• [What you will do]
From the line below that contains "M46 565 33 551 50 534" to the line that contains "M345 1351 363 1329", repeat every line exactly, both ends included, and nothing else.

Records drawn from a dataset
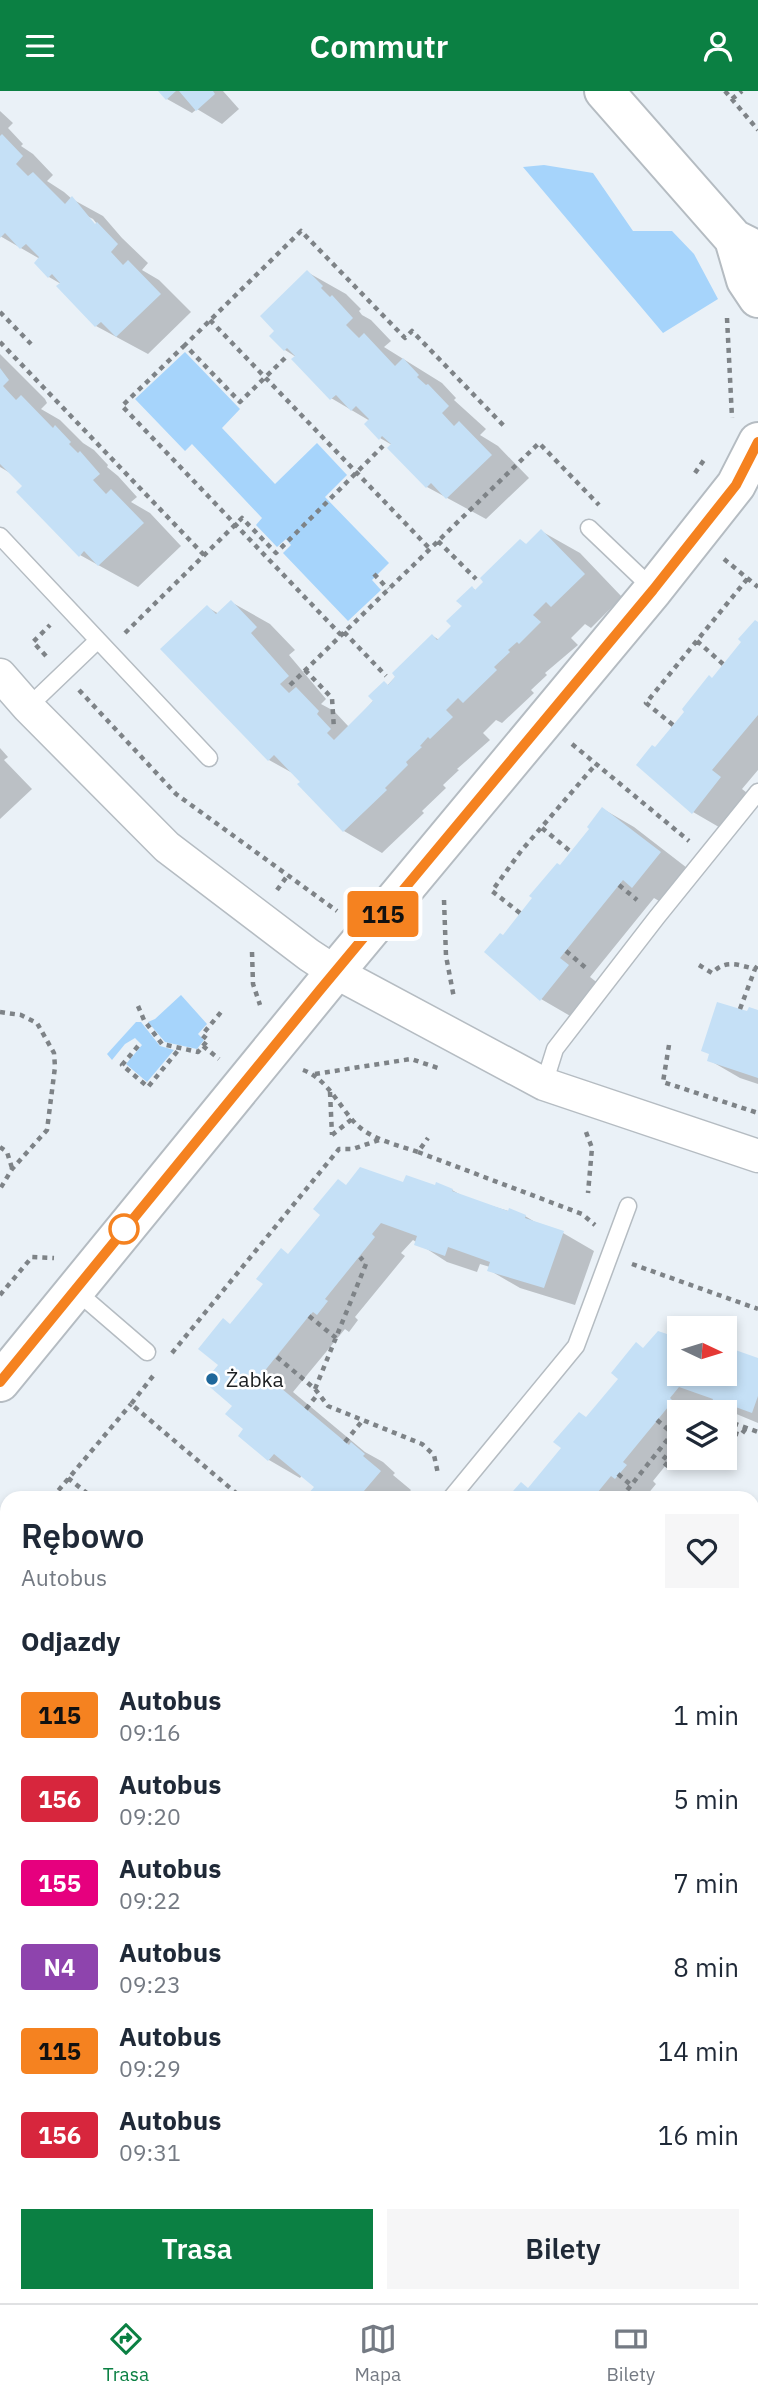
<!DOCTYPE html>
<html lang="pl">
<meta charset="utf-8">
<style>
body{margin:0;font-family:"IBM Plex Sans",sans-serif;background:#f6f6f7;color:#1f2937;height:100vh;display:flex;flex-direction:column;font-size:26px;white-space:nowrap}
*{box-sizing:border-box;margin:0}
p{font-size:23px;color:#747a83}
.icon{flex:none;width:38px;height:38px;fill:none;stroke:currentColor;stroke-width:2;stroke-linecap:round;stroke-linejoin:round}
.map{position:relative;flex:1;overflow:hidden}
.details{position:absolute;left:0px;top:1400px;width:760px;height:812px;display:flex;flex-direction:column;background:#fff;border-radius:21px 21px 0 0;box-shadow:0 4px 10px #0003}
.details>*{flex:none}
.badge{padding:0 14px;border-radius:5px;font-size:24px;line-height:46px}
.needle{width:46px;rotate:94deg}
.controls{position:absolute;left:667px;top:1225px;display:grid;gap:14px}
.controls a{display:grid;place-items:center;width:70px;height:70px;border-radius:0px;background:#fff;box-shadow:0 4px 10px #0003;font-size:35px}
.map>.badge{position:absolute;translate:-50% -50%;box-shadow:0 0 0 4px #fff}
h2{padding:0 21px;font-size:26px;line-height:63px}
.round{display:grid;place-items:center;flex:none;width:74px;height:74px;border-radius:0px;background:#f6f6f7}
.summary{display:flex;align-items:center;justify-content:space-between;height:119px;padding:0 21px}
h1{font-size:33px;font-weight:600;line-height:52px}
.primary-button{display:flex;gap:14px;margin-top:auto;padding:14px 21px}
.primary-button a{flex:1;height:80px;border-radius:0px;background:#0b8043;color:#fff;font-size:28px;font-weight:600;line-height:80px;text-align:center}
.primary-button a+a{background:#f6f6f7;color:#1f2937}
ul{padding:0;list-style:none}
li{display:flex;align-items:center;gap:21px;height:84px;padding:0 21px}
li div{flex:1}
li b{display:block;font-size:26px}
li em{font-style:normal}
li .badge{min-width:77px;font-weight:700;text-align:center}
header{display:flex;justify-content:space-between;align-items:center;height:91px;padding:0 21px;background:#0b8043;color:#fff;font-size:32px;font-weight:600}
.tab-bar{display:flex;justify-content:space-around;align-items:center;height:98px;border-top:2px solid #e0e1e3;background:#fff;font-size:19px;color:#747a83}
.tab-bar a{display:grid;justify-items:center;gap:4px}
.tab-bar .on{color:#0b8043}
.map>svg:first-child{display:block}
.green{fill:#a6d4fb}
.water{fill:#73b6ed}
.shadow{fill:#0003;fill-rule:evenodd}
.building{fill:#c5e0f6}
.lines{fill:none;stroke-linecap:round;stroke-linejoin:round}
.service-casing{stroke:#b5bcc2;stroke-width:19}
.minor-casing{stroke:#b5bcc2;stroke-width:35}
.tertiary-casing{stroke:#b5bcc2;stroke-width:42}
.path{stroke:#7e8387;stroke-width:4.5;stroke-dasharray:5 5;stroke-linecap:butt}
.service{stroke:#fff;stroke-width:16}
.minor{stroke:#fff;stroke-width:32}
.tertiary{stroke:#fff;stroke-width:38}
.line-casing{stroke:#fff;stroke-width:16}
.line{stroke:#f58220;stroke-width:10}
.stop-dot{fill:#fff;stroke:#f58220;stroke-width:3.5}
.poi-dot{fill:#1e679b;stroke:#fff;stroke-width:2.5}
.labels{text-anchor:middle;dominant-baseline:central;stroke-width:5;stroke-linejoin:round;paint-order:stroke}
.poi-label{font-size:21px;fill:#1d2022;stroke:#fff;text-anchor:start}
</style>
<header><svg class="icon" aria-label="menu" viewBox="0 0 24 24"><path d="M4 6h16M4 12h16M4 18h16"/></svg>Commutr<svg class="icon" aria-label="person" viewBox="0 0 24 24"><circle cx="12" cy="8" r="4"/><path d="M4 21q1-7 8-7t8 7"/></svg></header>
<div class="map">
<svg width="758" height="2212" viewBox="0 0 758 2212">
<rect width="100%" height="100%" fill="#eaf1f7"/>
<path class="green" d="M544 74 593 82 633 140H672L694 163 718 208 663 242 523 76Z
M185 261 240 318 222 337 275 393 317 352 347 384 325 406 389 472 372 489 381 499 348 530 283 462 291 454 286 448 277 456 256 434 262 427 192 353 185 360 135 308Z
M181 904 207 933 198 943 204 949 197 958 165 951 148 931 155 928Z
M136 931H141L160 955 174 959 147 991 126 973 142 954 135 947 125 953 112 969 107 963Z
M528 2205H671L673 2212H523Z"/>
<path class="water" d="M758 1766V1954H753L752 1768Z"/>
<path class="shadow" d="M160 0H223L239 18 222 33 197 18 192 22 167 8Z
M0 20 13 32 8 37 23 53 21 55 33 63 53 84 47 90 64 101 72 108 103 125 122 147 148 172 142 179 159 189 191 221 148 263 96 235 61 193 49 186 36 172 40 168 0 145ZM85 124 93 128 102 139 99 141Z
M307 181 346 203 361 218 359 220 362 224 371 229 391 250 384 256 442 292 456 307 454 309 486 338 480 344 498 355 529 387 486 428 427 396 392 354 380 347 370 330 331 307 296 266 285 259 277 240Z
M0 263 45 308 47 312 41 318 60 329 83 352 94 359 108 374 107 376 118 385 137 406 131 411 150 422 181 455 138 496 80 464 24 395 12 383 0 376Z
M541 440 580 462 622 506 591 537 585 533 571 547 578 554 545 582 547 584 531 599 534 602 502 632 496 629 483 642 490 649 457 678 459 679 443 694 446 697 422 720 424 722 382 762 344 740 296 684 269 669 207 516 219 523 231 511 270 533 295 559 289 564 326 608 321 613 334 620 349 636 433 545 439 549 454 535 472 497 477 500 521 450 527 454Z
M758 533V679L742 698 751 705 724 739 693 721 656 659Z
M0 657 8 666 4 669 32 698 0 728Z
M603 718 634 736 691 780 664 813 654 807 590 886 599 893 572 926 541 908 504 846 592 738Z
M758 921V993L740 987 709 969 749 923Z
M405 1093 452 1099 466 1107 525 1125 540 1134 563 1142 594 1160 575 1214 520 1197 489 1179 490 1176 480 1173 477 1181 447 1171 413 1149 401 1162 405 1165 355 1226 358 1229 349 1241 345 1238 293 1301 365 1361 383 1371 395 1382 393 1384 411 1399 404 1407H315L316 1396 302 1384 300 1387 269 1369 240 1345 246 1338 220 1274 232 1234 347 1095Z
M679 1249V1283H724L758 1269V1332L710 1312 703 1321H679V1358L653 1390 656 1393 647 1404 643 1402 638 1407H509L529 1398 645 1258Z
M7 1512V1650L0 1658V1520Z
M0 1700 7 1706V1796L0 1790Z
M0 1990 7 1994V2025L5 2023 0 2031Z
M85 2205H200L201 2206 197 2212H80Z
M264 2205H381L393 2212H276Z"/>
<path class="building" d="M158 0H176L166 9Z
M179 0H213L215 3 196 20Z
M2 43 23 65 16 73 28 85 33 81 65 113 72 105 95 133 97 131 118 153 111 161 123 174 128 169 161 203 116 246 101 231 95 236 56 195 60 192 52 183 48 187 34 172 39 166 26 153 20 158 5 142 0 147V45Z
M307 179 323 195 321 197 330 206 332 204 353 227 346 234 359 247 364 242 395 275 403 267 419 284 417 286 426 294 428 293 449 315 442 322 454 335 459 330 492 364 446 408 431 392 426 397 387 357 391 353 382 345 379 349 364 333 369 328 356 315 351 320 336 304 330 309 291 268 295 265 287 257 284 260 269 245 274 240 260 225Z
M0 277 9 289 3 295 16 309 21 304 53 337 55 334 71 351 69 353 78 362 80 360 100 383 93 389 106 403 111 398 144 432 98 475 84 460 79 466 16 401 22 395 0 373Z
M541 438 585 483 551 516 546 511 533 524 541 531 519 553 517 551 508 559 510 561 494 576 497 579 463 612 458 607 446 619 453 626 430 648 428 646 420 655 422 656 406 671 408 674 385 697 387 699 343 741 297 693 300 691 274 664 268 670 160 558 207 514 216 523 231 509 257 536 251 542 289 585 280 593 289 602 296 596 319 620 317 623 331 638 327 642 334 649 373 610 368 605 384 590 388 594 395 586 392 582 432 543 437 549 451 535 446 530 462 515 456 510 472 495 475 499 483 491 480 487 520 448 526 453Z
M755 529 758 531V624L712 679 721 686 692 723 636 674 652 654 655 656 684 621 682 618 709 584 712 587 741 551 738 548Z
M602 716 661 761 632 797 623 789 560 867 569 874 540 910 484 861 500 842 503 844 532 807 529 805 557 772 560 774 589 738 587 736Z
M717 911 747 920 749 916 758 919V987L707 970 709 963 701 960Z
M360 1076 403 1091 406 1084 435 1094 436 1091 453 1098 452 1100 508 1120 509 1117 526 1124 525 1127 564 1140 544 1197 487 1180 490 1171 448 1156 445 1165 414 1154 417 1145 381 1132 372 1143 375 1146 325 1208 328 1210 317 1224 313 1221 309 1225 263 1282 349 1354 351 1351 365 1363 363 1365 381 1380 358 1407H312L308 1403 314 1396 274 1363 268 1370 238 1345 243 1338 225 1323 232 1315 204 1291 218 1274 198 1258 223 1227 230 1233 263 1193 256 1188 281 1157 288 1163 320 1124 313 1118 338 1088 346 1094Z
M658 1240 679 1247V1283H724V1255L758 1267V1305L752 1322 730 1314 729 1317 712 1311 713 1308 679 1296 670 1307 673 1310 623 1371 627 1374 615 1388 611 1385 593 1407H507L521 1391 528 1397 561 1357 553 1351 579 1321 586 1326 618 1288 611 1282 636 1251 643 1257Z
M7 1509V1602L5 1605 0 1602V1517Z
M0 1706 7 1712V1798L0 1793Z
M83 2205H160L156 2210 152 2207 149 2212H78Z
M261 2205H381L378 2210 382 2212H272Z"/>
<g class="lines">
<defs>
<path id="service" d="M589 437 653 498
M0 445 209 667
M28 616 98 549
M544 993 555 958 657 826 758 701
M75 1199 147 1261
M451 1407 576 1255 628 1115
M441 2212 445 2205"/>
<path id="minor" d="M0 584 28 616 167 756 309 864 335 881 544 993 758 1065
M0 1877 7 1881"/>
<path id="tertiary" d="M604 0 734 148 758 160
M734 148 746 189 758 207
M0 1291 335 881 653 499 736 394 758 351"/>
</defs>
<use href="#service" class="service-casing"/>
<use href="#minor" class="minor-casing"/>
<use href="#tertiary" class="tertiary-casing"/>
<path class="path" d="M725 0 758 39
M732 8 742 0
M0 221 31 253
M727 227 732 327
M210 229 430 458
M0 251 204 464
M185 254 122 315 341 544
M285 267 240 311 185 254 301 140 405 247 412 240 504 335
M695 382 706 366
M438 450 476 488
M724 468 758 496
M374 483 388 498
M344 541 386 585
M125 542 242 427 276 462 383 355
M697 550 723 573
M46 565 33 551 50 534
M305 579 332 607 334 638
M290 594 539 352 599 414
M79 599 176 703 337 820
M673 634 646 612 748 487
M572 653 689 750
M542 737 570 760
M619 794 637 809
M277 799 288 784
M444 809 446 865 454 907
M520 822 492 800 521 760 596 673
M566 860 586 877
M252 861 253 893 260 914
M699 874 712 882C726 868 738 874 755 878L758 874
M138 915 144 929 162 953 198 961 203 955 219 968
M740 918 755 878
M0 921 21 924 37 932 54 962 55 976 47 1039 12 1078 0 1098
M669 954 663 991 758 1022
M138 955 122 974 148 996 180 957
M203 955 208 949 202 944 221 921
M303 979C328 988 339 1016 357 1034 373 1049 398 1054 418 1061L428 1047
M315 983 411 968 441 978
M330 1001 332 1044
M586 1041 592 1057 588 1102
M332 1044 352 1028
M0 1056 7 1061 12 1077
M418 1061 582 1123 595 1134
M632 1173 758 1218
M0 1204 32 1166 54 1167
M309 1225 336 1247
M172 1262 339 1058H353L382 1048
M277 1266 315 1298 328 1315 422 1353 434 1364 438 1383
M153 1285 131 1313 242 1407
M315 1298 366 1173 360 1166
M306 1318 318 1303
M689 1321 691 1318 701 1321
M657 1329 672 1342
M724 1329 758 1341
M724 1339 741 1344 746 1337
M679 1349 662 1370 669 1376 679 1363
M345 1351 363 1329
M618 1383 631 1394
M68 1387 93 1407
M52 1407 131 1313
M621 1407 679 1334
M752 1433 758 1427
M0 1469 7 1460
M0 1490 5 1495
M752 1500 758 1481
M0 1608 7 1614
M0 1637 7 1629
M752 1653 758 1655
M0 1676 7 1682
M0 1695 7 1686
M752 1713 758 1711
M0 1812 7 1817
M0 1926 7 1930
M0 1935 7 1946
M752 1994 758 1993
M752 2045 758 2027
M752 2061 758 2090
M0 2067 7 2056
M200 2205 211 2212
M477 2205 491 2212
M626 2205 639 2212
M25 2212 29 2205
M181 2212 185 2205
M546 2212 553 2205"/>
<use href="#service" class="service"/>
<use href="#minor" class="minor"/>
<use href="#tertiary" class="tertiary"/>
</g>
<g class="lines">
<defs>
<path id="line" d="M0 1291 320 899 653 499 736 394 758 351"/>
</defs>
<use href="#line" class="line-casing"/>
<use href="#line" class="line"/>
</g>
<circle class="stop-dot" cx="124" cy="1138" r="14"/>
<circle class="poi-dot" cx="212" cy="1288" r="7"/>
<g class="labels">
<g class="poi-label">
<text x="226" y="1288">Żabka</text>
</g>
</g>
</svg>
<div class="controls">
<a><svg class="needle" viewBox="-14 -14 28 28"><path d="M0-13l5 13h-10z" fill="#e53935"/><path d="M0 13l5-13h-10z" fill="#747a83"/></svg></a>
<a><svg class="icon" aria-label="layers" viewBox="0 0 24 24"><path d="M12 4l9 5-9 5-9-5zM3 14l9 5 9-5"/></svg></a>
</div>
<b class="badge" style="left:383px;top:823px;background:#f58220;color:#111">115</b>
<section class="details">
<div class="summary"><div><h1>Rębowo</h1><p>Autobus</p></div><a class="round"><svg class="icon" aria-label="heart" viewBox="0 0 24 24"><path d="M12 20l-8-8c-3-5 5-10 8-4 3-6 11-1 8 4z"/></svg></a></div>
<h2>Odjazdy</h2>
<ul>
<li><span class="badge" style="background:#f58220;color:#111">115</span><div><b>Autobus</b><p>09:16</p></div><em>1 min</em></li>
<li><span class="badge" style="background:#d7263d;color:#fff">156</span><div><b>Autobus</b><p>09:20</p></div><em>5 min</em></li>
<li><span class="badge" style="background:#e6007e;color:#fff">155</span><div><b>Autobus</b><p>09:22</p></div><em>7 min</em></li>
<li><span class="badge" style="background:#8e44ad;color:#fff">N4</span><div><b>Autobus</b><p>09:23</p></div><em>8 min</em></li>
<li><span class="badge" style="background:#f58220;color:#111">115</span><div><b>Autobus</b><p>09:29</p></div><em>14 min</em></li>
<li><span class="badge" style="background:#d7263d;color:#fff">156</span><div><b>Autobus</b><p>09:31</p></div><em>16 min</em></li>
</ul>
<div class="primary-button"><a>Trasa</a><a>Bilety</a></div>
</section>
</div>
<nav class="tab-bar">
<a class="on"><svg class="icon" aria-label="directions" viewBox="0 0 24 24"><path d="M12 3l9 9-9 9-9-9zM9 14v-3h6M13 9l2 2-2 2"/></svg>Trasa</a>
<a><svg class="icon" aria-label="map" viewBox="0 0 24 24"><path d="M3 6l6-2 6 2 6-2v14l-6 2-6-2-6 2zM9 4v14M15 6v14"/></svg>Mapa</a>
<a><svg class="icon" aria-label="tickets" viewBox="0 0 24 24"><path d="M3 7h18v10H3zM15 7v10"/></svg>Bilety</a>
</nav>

• [Solution to this exercise]
M46 565 33 551 50 534
M305 579 332 607 334 638
M290 594 539 352 599 414
M79 599 176 703 337 820
M673 634 646 612 748 487
M572 653 689 750
M542 737 570 760
M619 794 637 809
M277 799 288 784
M444 809 446 865 454 907
M520 822 492 800 521 760 596 673
M566 860 586 877
M252 861 253 893 260 914
M699 874 712 882C726 868 738 874 755 878L758 874
M138 915 144 929 162 953 198 961 203 955 219 968
M740 918 755 878
M0 921 21 924 37 932 54 962 55 976 47 1039 12 1078 0 1098
M669 954 663 991 758 1022
M138 955 122 974 148 996 180 957
M203 955 208 949 202 944 221 921
M303 979C328 988 339 1016 357 1034 373 1049 398 1054 418 1061L428 1047
M315 983 411 968 441 978
M330 1001 332 1044
M586 1041 592 1057 588 1102
M332 1044 352 1028
M0 1056 7 1061 12 1077
M418 1061 582 1123 595 1134
M632 1173 758 1218
M0 1204 32 1166 54 1167
M309 1225 336 1247
M172 1262 339 1058H353L382 1048
M277 1266 315 1298 328 1315 422 1353 434 1364 438 1383
M153 1285 131 1313 242 1407
M315 1298 366 1173 360 1166
M306 1318 318 1303
M689 1321 691 1318 701 1321
M657 1329 672 1342
M724 1329 758 1341
M724 1339 741 1344 746 1337
M679 1349 662 1370 669 1376 679 1363
M345 1351 363 1329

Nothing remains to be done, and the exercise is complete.